Довольно долго Джула работал молча. Я думал, что он водит кистью с закрытыми глазами. Интересно, он до сих пор сожалеет? И встретил ли он потом снова ту молодую женщину? Но я промолчал. Мои мысли вновь обратились к Полу Расселу. «Он неправ, — подумал я. — Жизнь далеко не всегда стремится жить. Только смерть по-настоящему пленяет ее. Жизнь испытывает трепет лишь тогда, когда со прикасается со смертью».
— Ты выслушаешь меня? Джула, выслушай! — взмолился я.
Джула подскочил, будто я заставил его открыть глаза. Потом он сардонически усмехнулся.
— Нет, — сказал он.
— Но я хочу, чтобы ты знал.
— Что знал? — резко спросил он.
— Все.
— Для того, чтобы знать, мне не нужны твои байки.
«Старина Джула! — подумал я. — Что стало с той молодой женщиной на берегу? Ты оскорбил ее? Сказал ли ты ей: „Ах ты, потаскушка, шлюшка ты вонючая!“ Поняла ли она, что это были слова любви?».
— Джула, — спросил я, — а что стало с той незнакомкой?
— Какой незнакомкой?
— Ну, которую ты встретил на берегу.
На Джулу напал неудержимый смех, за которым скрывалась, должно быть, волна нежности, нахлынувшая на него из далекого прошлого.
— А, эта? — сказал он, пытаясь говорить развязно. — Потаскушка, шлюшка вонючая.
Я не мог скрыть улыбку: «Ты ей так и сказал?»
— Само собой, сказал! — Джула заметил, что я улыбаюсь. — Ах ты, чучело! — сердито заорал он. — Ты дашь мне работать? А то я тебе сейчас врежу!
За день до того, как меня должны были выписать из больницы, Джула вошел в палату, буквально излучая самодовольство. Словно герой-полководец, он встал в ногах моей постели, между мной и рекою, и провозгласил замечательную весть: портрет закончен.
— Теперь можешь подыхать, — сказал он.
Джула поставил портрет на стул. Поколебавшись мгновение, он отвернулся от меня и отошел в сторону. Мое сердце бешено колотилось. Оттуда на меня смотрел я сам. Лицом ко мне стояло все мое прошлое. В картине преобладал черный цвет, кое-где перемежаясь красными мазками. Небо было густо мирным, солнце — темно серым. Мои глаза были пронзительно красными, словно на портретах Сутина.
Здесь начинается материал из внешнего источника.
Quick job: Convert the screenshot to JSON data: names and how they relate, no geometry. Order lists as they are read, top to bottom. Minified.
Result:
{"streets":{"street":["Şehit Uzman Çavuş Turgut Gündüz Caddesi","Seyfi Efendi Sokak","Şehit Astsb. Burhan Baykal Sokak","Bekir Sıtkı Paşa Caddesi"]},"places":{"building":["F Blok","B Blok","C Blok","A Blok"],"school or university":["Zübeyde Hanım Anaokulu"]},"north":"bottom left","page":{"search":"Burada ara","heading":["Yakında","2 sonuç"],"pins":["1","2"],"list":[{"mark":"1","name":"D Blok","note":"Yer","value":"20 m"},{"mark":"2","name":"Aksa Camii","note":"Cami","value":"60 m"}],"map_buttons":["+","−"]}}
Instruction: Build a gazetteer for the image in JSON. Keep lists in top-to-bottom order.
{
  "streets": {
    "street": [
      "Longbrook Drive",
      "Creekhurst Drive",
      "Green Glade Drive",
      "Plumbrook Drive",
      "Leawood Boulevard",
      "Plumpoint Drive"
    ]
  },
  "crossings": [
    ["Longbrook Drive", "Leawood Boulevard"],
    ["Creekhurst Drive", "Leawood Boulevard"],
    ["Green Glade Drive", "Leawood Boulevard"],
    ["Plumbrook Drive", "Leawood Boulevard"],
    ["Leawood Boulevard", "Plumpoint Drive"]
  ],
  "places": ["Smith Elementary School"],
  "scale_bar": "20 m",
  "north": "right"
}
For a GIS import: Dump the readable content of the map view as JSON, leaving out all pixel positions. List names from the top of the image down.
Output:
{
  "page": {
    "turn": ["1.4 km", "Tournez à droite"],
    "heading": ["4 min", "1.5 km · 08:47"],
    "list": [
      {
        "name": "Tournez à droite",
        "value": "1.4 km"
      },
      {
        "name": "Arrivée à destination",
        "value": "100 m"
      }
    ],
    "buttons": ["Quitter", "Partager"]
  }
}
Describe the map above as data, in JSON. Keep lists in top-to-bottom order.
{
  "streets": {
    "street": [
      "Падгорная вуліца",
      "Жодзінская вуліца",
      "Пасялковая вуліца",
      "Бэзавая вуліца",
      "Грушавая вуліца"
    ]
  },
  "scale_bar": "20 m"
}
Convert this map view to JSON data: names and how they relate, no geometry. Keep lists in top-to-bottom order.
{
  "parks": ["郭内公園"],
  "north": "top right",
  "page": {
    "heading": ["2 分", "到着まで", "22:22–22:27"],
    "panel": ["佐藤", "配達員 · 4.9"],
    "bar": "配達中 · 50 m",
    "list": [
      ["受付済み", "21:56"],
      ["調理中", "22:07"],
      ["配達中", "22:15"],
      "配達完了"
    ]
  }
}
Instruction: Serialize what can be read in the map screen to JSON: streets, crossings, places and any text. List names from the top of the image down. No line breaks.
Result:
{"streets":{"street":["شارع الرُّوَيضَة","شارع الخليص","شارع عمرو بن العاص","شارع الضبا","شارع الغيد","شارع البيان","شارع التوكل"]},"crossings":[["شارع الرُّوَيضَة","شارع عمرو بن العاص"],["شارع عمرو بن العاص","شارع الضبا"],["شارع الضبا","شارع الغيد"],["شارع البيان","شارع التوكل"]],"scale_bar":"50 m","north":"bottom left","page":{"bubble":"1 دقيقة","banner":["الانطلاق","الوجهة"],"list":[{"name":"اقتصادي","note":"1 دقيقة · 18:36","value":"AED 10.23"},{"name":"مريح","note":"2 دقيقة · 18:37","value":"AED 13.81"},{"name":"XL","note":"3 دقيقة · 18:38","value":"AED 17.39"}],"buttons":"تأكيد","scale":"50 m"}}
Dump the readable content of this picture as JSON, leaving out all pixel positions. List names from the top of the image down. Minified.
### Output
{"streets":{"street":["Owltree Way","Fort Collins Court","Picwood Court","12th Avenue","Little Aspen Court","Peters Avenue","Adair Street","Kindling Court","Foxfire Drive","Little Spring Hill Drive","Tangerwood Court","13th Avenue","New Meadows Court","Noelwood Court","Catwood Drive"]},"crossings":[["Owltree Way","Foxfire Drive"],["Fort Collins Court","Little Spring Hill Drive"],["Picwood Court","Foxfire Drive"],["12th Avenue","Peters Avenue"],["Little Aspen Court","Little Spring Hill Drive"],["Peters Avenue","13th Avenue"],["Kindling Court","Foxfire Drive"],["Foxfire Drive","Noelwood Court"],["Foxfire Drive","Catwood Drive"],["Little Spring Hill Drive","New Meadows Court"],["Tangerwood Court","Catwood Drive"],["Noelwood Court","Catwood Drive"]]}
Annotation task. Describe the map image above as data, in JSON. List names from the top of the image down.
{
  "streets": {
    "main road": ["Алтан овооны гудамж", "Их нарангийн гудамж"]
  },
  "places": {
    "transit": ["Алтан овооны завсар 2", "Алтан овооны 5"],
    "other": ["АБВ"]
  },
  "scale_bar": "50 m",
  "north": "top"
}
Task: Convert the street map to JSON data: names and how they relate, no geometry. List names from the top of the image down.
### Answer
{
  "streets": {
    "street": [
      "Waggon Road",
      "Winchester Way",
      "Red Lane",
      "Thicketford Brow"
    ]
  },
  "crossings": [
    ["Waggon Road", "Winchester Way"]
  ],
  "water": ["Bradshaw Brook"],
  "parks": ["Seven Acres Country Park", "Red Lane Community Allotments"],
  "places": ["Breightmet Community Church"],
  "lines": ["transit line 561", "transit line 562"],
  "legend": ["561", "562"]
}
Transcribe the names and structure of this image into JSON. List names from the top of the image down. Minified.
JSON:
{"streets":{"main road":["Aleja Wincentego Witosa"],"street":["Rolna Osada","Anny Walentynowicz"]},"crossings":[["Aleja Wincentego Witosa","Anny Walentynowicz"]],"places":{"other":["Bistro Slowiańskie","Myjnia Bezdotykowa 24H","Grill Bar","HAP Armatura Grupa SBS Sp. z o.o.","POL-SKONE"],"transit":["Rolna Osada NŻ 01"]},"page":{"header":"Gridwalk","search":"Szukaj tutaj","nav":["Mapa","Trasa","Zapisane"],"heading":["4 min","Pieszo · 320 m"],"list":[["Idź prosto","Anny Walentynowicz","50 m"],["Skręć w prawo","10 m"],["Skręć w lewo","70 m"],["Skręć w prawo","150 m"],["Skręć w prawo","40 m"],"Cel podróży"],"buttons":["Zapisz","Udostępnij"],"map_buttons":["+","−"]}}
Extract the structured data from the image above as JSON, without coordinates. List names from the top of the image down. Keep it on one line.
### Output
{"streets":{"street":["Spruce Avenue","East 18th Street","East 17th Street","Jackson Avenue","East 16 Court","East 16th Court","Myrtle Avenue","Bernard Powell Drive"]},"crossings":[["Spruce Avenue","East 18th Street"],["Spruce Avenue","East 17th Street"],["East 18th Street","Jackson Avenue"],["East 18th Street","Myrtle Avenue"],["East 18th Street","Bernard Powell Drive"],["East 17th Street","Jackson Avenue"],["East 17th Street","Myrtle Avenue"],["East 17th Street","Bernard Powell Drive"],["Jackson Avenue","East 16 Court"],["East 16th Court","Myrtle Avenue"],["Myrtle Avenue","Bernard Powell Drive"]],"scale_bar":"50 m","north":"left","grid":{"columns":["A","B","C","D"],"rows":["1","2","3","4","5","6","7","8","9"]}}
Они принадлежали человеку, который видел, как Бог совершает преступление, которое нельзя искупить — беспричинное убийство.
— Вот видишь, — ты не умеешь говорить. Ты похож на себя только когда молчишь.
Не в силах скрыть свое волнение, он слегка поежился.
— Помолчи, — добавил он, — это все, о чем я тебя прошу.
Для того, чтобы скрыться от моего взгляда, Джула отошел к окну и уставился на пляшущие волны Ист-Ривер, которые неслышно скользили навстречу бесконечности.
Он догадался Достаточно было взглянуть на портрет, чтобы понять это. Несчастный случай был далеко не случайным. Я видел приближающееся такси. Оно лишь мелькнуло перед моими глазами, но я его видел, я мог увернуться.
Между мной и Джулой начался молчаливый диалог.
— Ты понял? Возможно, Бог умер, но человек жив. Вот доказательство: он способен дружить.
— Но как же быть с остальными? С остальными, Джула? С теми, что умерли? Кроме меня, у них нет друга.
— Ты обязан забыть их. Ты должен изгнать их из своей памяти. Если понадобится — то плетью.
— Изгнать их, Джула? Плетью, говоришь? Гнать моего отца плетью? А бабушку? Бабушку тоже гнать плетью?
— Да, да, и еще раз, да. Мертвым здесь нет места. Они должны оставить нас в покое. Если они отказываются, возьмись за плеть.
— А этот портрет, Джула? Они в нем, в его глазах. Зачем ты поместил их туда, если требуешь, чтобы я прогнал их?
— Я поместил их туда, чтобы у них было определенное место. Чтобы ты знал, куда бить.
— Я не могу, Джула. Не могу.
Джула обернулся, и внезапно я заметил, что он постарел. Его волосы совсем поседели, лицо стало тоньше, щеки ввалились.
— Страдание дано живым, а не мертвым, — сказал он, глядя сквозь меня. — Человек призван облегчать страдание, а но усугублять его. Одним часом страдания меньше — это уже победа над судьбой.
Да, он постарел. Теперь со мной говорил старик. Он излагал мне извечную мудрость, которая объясняет, почему земля до сих пор вертится, а человек все еще с надеждой смотрит в завтрашний день. Он говорил, не переводя дыхания, будто давно приберегал эти слова для меня.
— Если твое страдание захлестывает других, тех, кто вокруг тебя, кто живет ради тебя, ты должен убить его, задушить. Если источник страдания — мертвые, убей их еще раз, убивай до тех пор, пока не вырвешь им языки.
Бесконечная печаль охватила меня. Похоже, я терял друга: он судил меня.
— А если это невозможно сделать? — спросил я уныло, — что тогда? Лгать? Я предпочитаю ясность.
Он медленно покачал головой.
— Ясность означает победу судьбы, а не человека. Это акт свободы, который несет в себе отрицание свободы. Человек должен двигаться, искать, взвешивать, протягивать руку, предлагать себя, находить в себе новое.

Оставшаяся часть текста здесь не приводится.